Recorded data
*** Block opens ***

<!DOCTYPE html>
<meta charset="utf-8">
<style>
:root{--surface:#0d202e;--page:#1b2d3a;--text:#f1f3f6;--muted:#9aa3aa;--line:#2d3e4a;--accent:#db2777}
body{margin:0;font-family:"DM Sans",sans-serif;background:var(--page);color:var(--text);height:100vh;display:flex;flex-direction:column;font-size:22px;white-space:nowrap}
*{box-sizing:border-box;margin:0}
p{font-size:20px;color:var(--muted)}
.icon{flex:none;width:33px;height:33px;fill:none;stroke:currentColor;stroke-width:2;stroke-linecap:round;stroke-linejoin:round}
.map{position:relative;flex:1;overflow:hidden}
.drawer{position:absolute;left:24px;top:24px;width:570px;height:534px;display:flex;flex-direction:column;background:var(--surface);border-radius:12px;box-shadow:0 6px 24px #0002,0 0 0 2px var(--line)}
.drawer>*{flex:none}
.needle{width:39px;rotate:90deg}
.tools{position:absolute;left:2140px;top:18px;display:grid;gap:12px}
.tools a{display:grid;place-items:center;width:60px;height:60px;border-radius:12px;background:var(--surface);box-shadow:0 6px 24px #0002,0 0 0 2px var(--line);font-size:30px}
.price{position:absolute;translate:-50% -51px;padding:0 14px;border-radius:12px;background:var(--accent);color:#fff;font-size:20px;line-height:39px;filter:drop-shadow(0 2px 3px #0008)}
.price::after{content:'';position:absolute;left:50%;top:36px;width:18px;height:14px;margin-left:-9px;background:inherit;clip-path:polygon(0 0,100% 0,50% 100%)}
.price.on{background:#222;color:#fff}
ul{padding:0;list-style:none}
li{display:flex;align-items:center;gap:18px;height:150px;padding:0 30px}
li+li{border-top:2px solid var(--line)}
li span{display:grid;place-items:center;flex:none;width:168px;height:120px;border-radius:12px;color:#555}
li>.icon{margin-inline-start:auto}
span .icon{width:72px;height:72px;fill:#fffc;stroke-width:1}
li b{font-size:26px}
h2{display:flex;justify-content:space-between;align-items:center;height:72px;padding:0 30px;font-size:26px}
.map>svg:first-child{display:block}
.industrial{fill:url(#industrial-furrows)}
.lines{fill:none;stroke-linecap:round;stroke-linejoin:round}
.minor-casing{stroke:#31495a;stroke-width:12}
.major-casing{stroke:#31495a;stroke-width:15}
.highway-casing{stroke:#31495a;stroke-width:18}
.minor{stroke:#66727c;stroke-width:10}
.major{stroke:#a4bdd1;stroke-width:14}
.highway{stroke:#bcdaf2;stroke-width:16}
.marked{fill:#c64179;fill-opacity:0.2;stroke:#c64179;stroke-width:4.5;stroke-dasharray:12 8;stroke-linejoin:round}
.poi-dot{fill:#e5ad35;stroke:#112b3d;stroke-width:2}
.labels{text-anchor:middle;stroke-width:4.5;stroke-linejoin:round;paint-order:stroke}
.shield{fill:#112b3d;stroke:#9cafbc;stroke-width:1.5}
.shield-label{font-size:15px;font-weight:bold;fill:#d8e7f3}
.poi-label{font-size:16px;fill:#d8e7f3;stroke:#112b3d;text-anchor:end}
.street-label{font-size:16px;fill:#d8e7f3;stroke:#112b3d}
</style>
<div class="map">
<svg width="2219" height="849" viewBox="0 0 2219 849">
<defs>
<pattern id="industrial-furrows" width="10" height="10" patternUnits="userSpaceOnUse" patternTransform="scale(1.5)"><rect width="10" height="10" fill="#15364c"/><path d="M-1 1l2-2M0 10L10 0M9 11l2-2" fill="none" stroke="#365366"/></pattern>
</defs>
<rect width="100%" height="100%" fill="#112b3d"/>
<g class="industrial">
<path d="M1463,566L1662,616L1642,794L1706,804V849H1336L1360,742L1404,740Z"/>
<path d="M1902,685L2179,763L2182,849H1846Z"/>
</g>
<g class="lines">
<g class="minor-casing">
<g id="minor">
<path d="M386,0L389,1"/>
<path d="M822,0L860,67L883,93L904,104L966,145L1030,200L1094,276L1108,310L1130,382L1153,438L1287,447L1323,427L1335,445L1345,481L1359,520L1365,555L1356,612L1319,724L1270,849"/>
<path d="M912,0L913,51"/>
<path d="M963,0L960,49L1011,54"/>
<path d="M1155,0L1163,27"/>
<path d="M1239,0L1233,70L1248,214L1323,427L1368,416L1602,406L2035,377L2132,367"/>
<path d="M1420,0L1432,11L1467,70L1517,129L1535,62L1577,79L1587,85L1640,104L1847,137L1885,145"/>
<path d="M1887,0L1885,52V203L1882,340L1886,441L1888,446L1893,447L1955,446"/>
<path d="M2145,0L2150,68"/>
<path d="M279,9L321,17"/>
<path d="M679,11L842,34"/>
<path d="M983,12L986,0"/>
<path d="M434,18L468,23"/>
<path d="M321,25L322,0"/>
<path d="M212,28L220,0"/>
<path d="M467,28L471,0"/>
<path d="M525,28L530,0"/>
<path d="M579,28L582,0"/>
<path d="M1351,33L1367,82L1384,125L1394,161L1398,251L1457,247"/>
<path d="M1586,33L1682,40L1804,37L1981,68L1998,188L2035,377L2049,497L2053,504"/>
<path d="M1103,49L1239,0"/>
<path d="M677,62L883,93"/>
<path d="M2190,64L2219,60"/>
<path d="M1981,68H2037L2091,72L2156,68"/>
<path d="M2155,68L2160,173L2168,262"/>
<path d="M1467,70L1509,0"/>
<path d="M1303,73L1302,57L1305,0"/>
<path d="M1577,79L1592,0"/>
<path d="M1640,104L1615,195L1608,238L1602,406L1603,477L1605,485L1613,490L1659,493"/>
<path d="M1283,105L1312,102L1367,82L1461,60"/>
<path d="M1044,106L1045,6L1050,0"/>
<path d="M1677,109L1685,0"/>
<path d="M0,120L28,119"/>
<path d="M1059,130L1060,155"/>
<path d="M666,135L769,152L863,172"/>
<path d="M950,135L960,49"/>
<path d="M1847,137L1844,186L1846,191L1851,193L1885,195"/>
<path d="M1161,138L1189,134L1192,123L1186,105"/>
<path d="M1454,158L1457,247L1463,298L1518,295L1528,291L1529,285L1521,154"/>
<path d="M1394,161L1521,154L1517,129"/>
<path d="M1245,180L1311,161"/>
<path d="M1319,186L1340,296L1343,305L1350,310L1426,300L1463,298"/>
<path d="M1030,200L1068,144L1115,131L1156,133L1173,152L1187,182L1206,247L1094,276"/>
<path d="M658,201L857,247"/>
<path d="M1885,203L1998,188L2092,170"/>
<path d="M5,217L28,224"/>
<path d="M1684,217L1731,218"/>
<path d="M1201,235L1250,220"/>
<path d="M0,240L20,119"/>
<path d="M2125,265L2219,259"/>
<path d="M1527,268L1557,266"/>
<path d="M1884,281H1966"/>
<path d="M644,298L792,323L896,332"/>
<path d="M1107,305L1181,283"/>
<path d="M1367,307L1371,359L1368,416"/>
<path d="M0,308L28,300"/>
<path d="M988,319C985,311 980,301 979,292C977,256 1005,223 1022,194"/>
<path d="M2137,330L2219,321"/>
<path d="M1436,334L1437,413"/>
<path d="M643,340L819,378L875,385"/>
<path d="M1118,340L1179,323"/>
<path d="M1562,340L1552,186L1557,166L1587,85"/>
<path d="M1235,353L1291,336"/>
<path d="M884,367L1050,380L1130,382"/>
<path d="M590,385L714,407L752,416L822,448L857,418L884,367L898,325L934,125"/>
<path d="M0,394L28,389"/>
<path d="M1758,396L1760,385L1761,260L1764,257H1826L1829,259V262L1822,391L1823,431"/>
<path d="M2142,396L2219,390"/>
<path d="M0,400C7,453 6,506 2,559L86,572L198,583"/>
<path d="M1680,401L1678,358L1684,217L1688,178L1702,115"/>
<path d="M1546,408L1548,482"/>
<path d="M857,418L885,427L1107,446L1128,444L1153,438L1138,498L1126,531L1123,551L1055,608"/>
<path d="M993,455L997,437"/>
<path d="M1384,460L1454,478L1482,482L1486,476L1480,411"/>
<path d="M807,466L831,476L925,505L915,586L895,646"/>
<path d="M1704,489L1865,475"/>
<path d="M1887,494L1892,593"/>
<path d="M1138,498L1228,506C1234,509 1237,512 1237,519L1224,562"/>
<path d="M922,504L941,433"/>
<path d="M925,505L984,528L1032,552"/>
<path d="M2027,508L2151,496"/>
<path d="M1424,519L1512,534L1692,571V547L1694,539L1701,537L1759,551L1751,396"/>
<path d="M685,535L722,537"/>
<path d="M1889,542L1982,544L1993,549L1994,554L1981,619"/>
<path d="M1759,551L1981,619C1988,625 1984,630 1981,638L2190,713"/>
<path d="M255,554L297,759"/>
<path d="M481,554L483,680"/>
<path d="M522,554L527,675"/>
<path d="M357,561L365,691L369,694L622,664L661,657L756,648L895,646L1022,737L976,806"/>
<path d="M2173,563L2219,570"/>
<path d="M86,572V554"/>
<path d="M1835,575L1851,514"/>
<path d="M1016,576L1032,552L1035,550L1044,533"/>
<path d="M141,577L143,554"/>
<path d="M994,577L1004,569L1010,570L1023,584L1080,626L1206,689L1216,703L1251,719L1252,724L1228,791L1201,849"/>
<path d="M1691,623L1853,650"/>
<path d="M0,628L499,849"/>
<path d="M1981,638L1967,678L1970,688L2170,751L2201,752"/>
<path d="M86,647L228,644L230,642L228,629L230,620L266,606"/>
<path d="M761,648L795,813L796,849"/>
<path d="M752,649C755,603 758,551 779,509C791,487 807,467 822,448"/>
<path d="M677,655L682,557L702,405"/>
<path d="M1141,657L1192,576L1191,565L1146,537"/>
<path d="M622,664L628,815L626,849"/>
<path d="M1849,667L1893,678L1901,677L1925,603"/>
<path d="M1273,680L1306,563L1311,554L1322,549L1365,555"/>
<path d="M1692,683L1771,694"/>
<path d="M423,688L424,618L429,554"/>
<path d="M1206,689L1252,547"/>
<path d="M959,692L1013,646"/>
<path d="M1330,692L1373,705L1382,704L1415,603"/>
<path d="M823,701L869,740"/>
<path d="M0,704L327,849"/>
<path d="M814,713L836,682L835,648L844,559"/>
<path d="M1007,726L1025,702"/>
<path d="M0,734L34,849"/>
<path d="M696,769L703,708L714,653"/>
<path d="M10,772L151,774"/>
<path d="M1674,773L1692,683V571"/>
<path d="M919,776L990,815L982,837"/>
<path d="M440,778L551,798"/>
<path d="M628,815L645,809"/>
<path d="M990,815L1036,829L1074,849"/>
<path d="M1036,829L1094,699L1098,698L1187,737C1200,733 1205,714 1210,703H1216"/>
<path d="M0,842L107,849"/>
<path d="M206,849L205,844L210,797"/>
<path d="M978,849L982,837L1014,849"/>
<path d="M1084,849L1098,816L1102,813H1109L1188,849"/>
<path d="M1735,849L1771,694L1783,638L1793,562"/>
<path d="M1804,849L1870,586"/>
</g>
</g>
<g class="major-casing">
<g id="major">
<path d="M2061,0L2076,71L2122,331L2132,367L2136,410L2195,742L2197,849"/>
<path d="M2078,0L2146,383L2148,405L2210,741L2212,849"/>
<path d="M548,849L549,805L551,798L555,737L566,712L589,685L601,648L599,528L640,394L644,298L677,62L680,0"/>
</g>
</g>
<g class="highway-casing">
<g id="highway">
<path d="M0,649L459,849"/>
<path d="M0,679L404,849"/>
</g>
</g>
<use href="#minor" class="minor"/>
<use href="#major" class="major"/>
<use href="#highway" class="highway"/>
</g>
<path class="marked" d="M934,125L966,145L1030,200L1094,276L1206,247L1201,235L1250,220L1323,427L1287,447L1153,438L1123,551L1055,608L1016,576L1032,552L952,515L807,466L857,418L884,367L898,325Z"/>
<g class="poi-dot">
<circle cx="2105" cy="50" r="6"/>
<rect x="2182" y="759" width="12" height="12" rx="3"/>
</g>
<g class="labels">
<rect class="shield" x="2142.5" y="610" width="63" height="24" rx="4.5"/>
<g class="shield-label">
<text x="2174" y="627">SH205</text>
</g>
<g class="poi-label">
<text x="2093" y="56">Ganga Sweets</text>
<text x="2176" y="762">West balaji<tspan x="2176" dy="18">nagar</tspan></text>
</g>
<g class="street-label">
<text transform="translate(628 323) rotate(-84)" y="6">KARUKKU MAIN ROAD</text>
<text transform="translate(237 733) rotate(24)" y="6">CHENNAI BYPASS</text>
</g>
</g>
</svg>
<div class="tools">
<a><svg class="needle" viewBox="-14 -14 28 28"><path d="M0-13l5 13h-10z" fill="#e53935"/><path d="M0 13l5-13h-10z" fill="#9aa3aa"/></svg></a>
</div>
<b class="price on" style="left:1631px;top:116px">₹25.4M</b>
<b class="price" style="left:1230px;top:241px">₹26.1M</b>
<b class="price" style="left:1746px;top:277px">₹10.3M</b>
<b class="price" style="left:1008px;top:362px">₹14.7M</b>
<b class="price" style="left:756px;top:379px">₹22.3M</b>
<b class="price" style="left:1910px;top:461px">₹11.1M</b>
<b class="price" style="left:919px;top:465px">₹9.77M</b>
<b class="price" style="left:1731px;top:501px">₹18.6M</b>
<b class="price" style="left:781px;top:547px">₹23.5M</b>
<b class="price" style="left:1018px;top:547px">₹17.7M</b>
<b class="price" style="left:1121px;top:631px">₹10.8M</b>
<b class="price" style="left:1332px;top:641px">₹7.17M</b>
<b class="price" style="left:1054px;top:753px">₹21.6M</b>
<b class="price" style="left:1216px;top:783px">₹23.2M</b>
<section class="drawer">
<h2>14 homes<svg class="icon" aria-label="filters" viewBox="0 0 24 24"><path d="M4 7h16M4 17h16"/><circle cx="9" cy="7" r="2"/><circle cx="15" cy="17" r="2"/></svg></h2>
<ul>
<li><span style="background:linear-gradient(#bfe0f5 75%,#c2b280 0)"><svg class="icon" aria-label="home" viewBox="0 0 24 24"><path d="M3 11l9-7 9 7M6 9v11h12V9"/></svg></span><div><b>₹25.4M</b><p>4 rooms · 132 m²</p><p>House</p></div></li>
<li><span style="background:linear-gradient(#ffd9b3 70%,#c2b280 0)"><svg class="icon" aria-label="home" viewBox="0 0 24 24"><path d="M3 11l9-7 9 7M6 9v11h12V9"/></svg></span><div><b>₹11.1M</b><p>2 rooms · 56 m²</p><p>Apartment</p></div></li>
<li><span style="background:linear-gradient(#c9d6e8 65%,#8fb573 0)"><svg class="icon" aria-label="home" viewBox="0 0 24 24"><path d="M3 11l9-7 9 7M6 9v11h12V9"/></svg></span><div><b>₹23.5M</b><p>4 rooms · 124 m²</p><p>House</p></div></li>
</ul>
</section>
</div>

*** Block closes ***

Only the lines containing "position" are needed; copy each of them from the data.

.map{position:relative;flex:1;overflow:hidden}
.drawer{position:absolute;left:24px;top:24px;width:570px;height:534px;display:flex;flex-direction:column;background:var(--surface);border-radius:12px;box-shadow:0 6px 24px #0002,0 0 0 2px var(--line)}
.tools{position:absolute;left:2140px;top:18px;display:grid;gap:12px}
.price{position:absolute;translate:-50% -51px;padding:0 14px;border-radius:12px;background:var(--accent);color:#fff;font-size:20px;line-height:39px;filter:drop-shadow(0 2px 3px #0008)}
.price::after{content:'';position:absolute;left:50%;top:36px;width:18px;height:14px;margin-left:-9px;background:inherit;clip-path:polygon(0 0,100% 0,50% 100%)}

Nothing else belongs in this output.